今年の10月中旬頃から、「プライベート・クレジット」という何やら怪しげな分野で不穏な動きがあるとの報道が相次いだことはご存じかと思います。

なお本稿ではこのprivate creditというフレーズにプライベート信用という和洋折衷の不細工な訳語を宛てることにしました。

Privateを民間のとか私的なと訳すと、「秘密の」とか「隠しておきたい」というニュアンスが消えてしまうし、creditをそのままカタカナに移すだけだと、日本でではクレジットカードとの連想が強すぎるからです。

ことの発端は、次の2枚組写真でご覧いただく、どちらも自動車産業がらみの企業破綻に関する報道でした。



トライカラー社は、テキサス州を中心にアメリカ南西部の数州で、中古車の販売とサブプライム自動車ローンの供与を兼営するチェーンを展開していた企業です。

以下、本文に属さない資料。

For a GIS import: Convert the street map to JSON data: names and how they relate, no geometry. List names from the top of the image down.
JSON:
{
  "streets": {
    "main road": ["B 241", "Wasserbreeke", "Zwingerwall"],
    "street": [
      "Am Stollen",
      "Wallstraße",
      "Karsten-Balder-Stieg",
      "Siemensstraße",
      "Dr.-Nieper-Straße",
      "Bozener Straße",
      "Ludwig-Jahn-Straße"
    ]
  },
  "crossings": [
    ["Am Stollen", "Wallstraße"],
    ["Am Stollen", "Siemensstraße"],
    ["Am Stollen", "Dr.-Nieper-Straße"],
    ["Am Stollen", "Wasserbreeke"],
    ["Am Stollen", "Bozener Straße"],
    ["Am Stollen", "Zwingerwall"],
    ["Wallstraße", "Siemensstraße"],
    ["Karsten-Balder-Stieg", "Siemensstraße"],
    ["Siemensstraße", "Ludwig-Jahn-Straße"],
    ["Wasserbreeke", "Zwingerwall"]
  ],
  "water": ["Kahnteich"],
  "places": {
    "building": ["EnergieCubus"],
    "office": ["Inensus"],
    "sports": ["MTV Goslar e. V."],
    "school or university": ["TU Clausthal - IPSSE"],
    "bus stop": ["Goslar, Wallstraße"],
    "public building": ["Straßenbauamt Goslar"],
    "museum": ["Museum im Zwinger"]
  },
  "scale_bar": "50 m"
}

とにかくローン申請の書類に日本で言えばマイナンバーに当たるソーシャルセキュリティナンバーも信用点数も記入しなくていいと言うことで、南西部に多いメキシコからや、メキシコ経由の中南米からの非合法移民に人気のあった企業でした。

ということになれば、発足以来、非合法移民の取り締まりと言うより迫害と表現した方が良さそうな強引な方針を打ち出している第2次トランプ政権成立後めっきり客足が落ちてしまったのも、当然かもしれません。

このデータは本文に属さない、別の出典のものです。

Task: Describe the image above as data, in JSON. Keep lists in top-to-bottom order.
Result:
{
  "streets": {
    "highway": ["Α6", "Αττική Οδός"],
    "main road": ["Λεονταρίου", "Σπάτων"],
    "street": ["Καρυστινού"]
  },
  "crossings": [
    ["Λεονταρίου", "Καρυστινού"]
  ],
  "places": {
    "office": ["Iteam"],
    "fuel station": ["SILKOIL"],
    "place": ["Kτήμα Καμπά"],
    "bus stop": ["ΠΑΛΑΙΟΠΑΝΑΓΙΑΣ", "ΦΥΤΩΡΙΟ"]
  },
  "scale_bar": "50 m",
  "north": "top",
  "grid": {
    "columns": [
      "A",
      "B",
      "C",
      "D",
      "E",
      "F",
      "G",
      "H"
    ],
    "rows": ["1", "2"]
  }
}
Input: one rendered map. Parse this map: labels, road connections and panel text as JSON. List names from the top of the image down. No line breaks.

トライカラー社が再建を断念してチャプター7による企業清算を選んだのもまた、自然の成り行きだったと思います。同社のチャプター7申請は9月上旬のことでした。そのころはまだ、純然たるローカルニュースにとどまっていました。

ところが、それから2~3週間後、こんどはファースト・ブランズ――有名企業ばかりを集めましたよ、という社名です――という自動車部品製造業者十数社を傘下に従えた企業が、再建を目指して債権者からの資産保全を求めるチャプター11(日本の会社更生法に相当)を申請したのです。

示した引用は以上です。